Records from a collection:
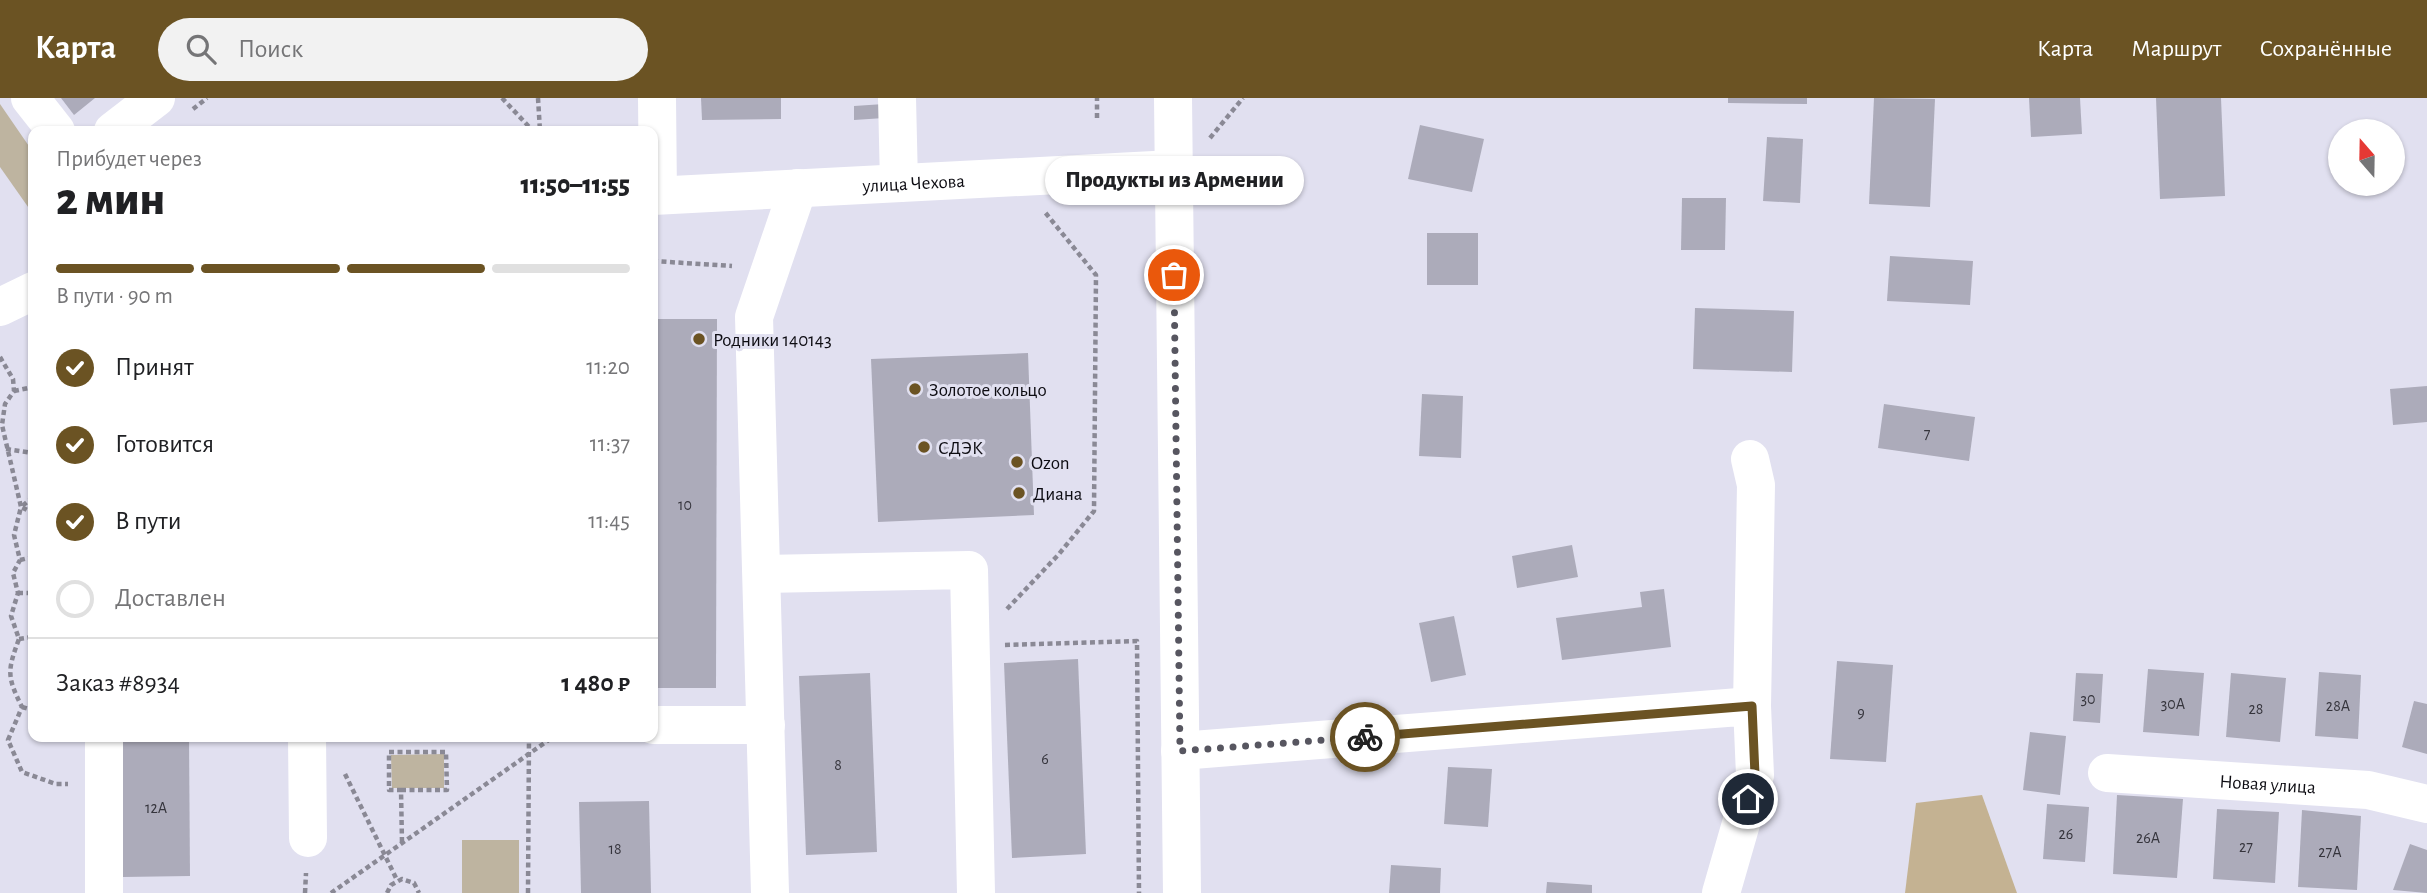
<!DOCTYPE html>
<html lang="ru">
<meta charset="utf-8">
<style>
body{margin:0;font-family:"Alegreya Sans",sans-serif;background:#f2f2f2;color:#202124;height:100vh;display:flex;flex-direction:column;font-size:26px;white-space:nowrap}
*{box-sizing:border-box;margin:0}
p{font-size:23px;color:#757577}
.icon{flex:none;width:38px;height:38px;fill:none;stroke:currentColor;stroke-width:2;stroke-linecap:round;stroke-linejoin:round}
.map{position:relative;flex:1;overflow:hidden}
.side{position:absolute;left:28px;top:28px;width:630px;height:616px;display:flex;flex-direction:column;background:#fff;border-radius:14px;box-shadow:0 2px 5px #0004}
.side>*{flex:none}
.needle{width:46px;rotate:340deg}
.tools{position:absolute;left:2328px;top:21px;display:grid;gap:14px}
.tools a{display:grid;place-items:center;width:77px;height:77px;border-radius:50%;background:#fff;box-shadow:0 2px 5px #0004;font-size:35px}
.pin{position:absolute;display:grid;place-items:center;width:60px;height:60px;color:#fff;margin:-30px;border:4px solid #fff;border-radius:50%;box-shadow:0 2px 7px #0007}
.courier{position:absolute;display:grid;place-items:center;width:70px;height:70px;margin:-35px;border:5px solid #6b5323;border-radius:50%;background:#fff;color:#222;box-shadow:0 2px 9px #0007}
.bubble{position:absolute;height:49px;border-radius:24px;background:#fff;box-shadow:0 2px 5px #0004;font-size:23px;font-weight:800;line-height:49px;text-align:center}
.overview em{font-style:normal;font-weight:800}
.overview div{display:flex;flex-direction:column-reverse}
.overview{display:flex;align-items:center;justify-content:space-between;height:119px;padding:0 28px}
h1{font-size:46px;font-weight:800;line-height:52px}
.bar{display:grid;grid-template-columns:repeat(4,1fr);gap:10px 7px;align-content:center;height:84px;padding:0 28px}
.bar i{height:9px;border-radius:5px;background:#e0e0e0}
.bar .current{background:#6b5323}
.bar p{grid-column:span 4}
.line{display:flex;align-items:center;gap:18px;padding:0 28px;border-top:2px solid #e0e0e0}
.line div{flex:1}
ol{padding:0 28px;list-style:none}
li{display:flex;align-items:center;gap:21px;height:77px}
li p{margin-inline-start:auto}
li .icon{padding:7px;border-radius:50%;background:#6b5323;color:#fff;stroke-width:4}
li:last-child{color:#757577}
li i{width:38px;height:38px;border:4px solid #e0e0e0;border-radius:50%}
header{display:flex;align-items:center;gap:42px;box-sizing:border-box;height:98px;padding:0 35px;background:#6b5323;color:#fff}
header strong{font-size:33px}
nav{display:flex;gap:38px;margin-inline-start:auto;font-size:24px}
.search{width:490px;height:63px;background:#f2f2f2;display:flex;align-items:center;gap:18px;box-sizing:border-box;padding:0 24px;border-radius:38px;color:#757577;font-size:26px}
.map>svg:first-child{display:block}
.green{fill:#beb4a0}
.forest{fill:#c4b292}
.building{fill:#acabba}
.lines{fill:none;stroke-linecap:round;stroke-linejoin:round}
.path{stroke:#8a8995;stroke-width:4.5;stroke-dasharray:5 3.5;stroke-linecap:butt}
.minor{stroke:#fff;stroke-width:38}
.major{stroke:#fff;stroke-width:38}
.done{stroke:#575660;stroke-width:7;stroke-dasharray:0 12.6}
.route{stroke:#6b5323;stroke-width:9}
.poi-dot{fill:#6b5323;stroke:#e1e0f0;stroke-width:2.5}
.labels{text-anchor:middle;stroke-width:6;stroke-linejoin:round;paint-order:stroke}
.number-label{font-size:16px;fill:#35343c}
.street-label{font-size:19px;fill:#0d0c12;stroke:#e1e0f0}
.poi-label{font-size:19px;fill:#0d0c12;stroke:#e1e0f0;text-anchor:start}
</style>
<header>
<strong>Карта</strong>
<div class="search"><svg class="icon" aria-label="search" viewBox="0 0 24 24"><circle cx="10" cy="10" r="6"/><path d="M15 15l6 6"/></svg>Поиск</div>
<nav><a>Карта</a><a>Маршрут</a><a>Сохранённые</a></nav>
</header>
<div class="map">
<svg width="2427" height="795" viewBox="0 0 2427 795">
<rect width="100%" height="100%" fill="#e1e0f0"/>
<g class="green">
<path d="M0 6 33 54V116L0 69Z"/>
<path d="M444 656V690H392L391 657Z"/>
<rect x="462" y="742" width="57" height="53"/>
</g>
<path class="forest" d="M1982 697 2017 795H1905L1916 705Z"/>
<g class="building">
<path d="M61 0H95L74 17Z"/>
<path d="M701 0H781V21L702 22Z"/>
<path d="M1728 0H1807V6L1728 5Z"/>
<path d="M1874 0 1935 1 1930 109 1869 106Z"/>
<path d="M2029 0H2080L2082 36 2031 39Z"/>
<path d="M2156 0H2221L2225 98 2160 101Z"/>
<path d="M884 6V20L854 22V8Z"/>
<path d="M1420 27 1484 41 1472 94 1408 81Z"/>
<path d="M1767 39 1803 41 1800 105 1763 103Z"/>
<path d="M1682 100H1726L1725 152H1681Z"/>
<rect x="1427" y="135" width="51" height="52"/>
<path d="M1890 158 1973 163 1970 207 1887 203Z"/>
<path d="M1695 210 1794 213 1792 274 1693 271Z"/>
<path d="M653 221H717L716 590H653Z"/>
<path d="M1028 255 1034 417 878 424 871 261Z"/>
<path d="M2427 288V324L2393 327 2390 291Z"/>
<path d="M1422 296 1463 298 1461 360 1419 358Z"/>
<path d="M1884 306 1975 319 1969 363 1878 350Z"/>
<path d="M1572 447 1578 479 1517 490 1512 458Z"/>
<path d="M1664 491 1671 549 1562 562 1556 520 1642 509 1640 494Z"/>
<path d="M1454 518 1466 577 1431 584 1419 525Z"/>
<path d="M1078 561 1086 756 1012 760 1004 565Z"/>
<path d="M1837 563 1893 567 1886 664 1830 661Z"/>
<path d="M2148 571 2204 575 2199 638 2143 634Z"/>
<path d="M2319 574 2361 577 2358 641 2315 638Z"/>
<path d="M870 575 877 754 806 757 799 578Z"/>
<path d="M2076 575 2103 576 2100 625 2073 623Z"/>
<path d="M2231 575 2286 580 2280 644 2226 639Z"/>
<path d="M2414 603 2427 606V656L2402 649Z"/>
<path d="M2030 634 2066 638 2060 697 2023 692Z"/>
<path d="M122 639H189L190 778 123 779Z"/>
<path d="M1448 669 1492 671 1488 729 1444 726Z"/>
<path d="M2117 697 2183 701 2177 780 2113 776Z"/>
<path d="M649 703 651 795H581L579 704Z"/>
<path d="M2047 706 2089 709 2085 764 2043 761Z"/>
<path d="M2217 711 2279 714 2275 785 2213 781Z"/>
<path d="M2302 712 2361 718 2357 792 2298 789Z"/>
<path d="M2410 746 2427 752V795L2393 792Z"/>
<path d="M1391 767 1441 770 1440 795H1389Z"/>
<path d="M1547 784 1592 787V795H1546Z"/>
</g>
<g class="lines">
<g class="path">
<path d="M502 0 533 33"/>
<path d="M538 0 540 33"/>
<path d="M193 11 207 0"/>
<path d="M1097 20V0"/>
<path d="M1210 40 1243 0"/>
<path d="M653 163 732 168"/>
<path d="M0 259 13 281 14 293 5 306 2 327 21 409 14 437 20 462 13 475 18 495 11 518 19 541C7 573 7 579 22 609L8 642 22 674 56 686H68"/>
<path d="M14 293 33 289"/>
<path d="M6 351 33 355"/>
<path d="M33 399 21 409 33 415"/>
<path d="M20 462 33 459"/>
<path d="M18 495H33"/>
<path d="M1007 511 1059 456 1094 413 1096 177 1044 113"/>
<path d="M19 541 33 539"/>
<path d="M1005 547 1137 543 1139 795"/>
<path d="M22 609 33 612"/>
<path d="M345 676 397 782"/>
<path d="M401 692H447L446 654H389V692H401L402 745"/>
<path d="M305 795 306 775"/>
<path d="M331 795 553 639"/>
<path d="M387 795 391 787 402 781 414 785 419 795"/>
<path d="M528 795 529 639"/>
</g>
<g class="minor">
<path d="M30 0 56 33"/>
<path d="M657 0 658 97"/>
<path d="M897 0 899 85"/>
<path d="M113 33 156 0"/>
<path id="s1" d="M653 98 1173 71"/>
<path d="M0 209 33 193"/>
<path d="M1750 361 1756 387 1752 608"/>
<path d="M763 476 969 472 976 795"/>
<path d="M653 627H766"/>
<path d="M307 639 308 740"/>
<path d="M1180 653 1752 608 1755 677 1721 795"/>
<path id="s2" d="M2107 675 2368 692 2427 706"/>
<path d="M104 795V639"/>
<path d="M770 795 754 219 798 90"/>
</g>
<path class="major" d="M1173 0 1182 795"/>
</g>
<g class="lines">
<path class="done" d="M1174 177 1180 653 1365 639"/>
<path class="route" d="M1365 639 1752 608 1755 677 1748 701"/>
</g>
<g class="poi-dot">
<circle cx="699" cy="241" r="7"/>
<circle cx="915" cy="291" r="7"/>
<circle cx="924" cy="349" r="7"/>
<circle cx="1017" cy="364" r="7"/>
<circle cx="1019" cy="395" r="7"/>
</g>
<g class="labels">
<g class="number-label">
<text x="1927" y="341">7</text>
<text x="685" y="412">10</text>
<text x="2088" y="606">30</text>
<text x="2173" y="611">30А</text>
<text x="2338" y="613">28А</text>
<text x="2256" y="616">28</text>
<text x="1861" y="620">9</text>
<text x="1045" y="666">6</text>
<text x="838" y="672">8</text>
<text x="156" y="715">12А</text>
<text x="2066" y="741">26</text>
<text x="2148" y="745">26А</text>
<text x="2246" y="754">27</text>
<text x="615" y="756">18</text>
<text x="2330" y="759">27А</text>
</g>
<g class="street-label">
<text dy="7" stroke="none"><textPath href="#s1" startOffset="261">улица Чехова</textPath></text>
<text dy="7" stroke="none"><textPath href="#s2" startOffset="161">Новая улица</textPath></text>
</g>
<g class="poi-label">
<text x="713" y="248">Родники 140143</text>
<text x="929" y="298">Золотое кольцо</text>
<text x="938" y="356">СДЭК</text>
<text x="1031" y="371">Ozon</text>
<text x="1033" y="402">Диана</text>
</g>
</g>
</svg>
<div class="tools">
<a><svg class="needle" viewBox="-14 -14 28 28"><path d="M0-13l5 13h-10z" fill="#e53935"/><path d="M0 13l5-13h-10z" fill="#757577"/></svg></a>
</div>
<div class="pin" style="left:1174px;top:177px;background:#ea580c"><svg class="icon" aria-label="bag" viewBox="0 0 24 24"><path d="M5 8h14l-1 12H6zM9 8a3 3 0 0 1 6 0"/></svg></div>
<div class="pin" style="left:1748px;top:701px;background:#1f2937"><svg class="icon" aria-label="home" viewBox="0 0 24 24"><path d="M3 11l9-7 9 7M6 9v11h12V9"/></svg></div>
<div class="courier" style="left:1365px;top:639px"><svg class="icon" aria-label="bike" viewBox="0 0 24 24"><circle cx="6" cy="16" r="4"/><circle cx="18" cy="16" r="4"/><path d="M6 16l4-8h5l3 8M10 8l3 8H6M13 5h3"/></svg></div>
<div class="bubble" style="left:1045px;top:58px;width:259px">Продукты из Армении</div>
<section class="side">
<div class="overview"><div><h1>2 мин</h1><p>Прибудет через</p></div><em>11:50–11:55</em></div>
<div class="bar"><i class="current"></i><i class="current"></i><i class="current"></i><i></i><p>В пути · 90 m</p></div>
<ol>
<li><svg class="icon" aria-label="check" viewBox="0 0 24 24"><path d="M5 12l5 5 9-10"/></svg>Принят<p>11:20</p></li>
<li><svg class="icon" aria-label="check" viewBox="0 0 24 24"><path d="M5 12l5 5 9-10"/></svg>Готовится<p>11:37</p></li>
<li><svg class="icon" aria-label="check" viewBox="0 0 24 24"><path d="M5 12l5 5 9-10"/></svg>В пути<p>11:45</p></li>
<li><i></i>Доставлен</li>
</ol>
<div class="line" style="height:91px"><div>Заказ #8934</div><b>1 480 ₽</b></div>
</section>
</div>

_TASK DETAILS_
Give again, word for word, every line from the top of the entries above to the line holding "solid #fff;border-radius:50%;box-shadow:0 2px", both included. Leave the pictures out.

_COMPLETED EXERCISE_
<!DOCTYPE html>
<html lang="ru">
<meta charset="utf-8">
<style>
body{margin:0;font-family:"Alegreya Sans",sans-serif;background:#f2f2f2;color:#202124;height:100vh;display:flex;flex-direction:column;font-size:26px;white-space:nowrap}
*{box-sizing:border-box;margin:0}
p{font-size:23px;color:#757577}
.icon{flex:none;width:38px;height:38px;fill:none;stroke:currentColor;stroke-width:2;stroke-linecap:round;stroke-linejoin:round}
.map{position:relative;flex:1;overflow:hidden}
.side{position:absolute;left:28px;top:28px;width:630px;height:616px;display:flex;flex-direction:column;background:#fff;border-radius:14px;box-shadow:0 2px 5px #0004}
.side>*{flex:none}
.needle{width:46px;rotate:340deg}
.tools{position:absolute;left:2328px;top:21px;display:grid;gap:14px}
.tools a{display:grid;place-items:center;width:77px;height:77px;border-radius:50%;background:#fff;box-shadow:0 2px 5px #0004;font-size:35px}
.pin{position:absolute;display:grid;place-items:center;width:60px;height:60px;color:#fff;margin:-30px;border:4px solid #fff;border-radius:50%;box-shadow:0 2px 7px #0007}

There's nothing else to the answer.